The field has gotten much much bigger since then. There were so many foundational contributions to the field of computer science that we’re still recognizing them today. There are subfields within subfields of computer science that attract as many researchers as were in all of computer science fifty years ago (think about some of the ML subfields like graph neural networks or style transfer for great examples of this).
This means that new researchers not only have a lot more to learn (and also bigger shoulders to stand on), but also that it’s a lot harder to make your research generally applicable across enough of the breadth of computer science.
That’s not to say that the work that Knuth performed wasn’t worthy of the Turing award, but we’re in a world now where you could easily be 37 and only recently have been awarded tenure (if you’re even lucky enough for that), making him an outstanding exception.
I mean, the prize for passing the actual practical test is now you're a person.

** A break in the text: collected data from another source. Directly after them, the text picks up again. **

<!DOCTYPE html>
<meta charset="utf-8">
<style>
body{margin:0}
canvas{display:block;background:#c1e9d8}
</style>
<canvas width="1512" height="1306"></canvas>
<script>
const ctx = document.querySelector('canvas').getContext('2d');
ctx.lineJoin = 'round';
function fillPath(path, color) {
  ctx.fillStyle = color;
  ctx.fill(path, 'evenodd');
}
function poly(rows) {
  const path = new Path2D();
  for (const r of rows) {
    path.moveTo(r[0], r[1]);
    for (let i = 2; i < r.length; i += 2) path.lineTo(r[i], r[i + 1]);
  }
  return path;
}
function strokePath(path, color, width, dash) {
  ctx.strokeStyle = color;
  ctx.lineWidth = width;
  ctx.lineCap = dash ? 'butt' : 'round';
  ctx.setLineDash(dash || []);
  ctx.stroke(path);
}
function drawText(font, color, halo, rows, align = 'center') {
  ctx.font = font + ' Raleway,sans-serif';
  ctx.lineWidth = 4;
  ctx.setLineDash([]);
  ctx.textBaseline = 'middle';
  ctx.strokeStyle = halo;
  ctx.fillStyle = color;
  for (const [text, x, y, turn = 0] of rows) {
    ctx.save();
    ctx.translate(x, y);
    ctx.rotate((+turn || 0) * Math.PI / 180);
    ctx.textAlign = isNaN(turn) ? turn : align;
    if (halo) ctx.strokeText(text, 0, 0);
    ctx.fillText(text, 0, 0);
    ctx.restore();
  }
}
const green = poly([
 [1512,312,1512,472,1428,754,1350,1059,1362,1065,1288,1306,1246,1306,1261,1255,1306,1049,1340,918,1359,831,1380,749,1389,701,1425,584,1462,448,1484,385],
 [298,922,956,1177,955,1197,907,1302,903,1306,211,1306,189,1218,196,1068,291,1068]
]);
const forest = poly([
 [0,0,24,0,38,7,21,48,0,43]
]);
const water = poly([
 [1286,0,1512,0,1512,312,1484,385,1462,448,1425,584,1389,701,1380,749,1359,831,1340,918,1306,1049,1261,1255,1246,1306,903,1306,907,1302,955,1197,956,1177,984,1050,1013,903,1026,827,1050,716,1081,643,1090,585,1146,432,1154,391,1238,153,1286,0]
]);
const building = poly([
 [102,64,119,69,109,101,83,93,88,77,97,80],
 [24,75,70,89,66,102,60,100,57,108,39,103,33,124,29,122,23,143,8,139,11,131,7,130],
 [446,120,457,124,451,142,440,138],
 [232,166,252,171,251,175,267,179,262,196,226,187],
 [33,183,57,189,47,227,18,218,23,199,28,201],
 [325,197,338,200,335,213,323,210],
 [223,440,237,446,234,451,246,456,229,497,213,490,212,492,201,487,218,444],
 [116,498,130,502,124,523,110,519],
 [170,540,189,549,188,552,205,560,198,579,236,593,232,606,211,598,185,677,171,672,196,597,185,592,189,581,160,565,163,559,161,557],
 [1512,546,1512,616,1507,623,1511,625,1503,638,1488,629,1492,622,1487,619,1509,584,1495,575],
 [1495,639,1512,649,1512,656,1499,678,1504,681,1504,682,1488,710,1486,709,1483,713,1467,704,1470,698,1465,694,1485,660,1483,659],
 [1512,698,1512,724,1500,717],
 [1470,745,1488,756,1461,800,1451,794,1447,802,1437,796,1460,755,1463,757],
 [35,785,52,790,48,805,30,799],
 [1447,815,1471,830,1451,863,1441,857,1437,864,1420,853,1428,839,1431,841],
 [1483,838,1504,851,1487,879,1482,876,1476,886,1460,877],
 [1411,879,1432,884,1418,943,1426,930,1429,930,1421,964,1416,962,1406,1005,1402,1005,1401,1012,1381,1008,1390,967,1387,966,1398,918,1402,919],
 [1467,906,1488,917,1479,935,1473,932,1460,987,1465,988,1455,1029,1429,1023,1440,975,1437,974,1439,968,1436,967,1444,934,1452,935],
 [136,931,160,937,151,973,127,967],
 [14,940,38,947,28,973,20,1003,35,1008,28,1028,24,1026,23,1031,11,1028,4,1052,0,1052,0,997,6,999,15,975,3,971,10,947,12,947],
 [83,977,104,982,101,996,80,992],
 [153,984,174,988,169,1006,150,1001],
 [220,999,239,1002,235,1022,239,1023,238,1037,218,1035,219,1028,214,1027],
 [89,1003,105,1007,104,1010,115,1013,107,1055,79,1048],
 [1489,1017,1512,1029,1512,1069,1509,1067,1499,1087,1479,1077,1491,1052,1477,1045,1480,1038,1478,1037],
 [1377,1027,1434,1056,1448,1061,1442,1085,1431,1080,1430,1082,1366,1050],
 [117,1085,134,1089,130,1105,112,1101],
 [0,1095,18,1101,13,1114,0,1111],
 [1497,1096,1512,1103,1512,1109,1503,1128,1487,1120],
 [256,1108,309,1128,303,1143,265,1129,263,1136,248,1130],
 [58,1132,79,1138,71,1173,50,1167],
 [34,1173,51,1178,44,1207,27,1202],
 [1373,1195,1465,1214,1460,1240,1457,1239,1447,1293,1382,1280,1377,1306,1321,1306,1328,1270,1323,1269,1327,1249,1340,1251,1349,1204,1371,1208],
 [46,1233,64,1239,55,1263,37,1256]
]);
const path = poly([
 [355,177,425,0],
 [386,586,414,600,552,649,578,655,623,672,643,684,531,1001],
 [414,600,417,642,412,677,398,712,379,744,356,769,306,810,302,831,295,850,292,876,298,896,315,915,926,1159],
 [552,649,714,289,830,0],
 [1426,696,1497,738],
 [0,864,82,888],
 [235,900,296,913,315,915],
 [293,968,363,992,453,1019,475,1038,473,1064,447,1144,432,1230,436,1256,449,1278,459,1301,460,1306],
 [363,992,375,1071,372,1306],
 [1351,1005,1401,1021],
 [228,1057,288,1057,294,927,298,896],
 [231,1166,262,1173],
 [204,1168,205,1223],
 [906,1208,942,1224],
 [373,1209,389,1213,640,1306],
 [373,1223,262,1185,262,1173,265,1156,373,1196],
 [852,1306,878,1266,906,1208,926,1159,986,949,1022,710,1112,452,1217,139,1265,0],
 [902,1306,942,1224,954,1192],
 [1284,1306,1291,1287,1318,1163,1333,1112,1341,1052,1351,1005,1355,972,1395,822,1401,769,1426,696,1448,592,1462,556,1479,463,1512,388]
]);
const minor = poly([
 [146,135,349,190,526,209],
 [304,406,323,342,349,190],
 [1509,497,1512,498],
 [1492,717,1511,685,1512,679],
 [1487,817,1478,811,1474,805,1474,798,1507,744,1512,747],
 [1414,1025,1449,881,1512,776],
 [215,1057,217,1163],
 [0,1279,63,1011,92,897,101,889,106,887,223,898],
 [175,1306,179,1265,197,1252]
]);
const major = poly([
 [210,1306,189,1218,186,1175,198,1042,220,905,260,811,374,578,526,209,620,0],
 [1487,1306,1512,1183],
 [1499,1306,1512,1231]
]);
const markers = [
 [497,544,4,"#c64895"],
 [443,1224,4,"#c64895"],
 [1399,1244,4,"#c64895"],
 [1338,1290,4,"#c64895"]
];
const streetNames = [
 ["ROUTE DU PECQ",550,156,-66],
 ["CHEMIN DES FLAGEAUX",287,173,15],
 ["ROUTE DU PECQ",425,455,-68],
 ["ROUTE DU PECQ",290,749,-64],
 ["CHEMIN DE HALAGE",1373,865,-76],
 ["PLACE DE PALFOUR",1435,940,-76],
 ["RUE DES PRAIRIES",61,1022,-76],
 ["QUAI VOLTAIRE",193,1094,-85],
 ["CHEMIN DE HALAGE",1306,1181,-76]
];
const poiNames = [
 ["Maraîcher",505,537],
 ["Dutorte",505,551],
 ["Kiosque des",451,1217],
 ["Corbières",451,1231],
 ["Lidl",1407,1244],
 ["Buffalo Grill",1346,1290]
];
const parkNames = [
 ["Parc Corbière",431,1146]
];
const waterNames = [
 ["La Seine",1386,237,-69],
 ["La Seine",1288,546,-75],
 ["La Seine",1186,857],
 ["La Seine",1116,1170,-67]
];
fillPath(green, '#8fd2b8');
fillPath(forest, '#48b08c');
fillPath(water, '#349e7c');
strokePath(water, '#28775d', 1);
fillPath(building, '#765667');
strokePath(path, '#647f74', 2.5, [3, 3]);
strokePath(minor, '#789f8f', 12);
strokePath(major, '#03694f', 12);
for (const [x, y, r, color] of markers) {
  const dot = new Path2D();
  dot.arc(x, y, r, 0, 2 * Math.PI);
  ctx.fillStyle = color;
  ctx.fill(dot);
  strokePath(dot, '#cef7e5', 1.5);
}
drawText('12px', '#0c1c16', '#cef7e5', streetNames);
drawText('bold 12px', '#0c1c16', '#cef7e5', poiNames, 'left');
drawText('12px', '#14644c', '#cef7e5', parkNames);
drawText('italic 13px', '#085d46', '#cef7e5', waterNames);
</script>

I like being a person, but seems like some people I know don't so much, so maybe whether this is a good prize is a matter of opinion.
But yes people have offered prizes for numerous toy protocols similar to Alan Turing's "parlour game" idea, many Cognitive Scientists doubt this is an effective protocol for testing personhood, not all of them in ways I agree with (e.g. Professor Harnad and I disagree vehemently about whether his big-T test is necessary) but clearly at some level "passing" as a person is satisfactory because that's all everybody else is doing.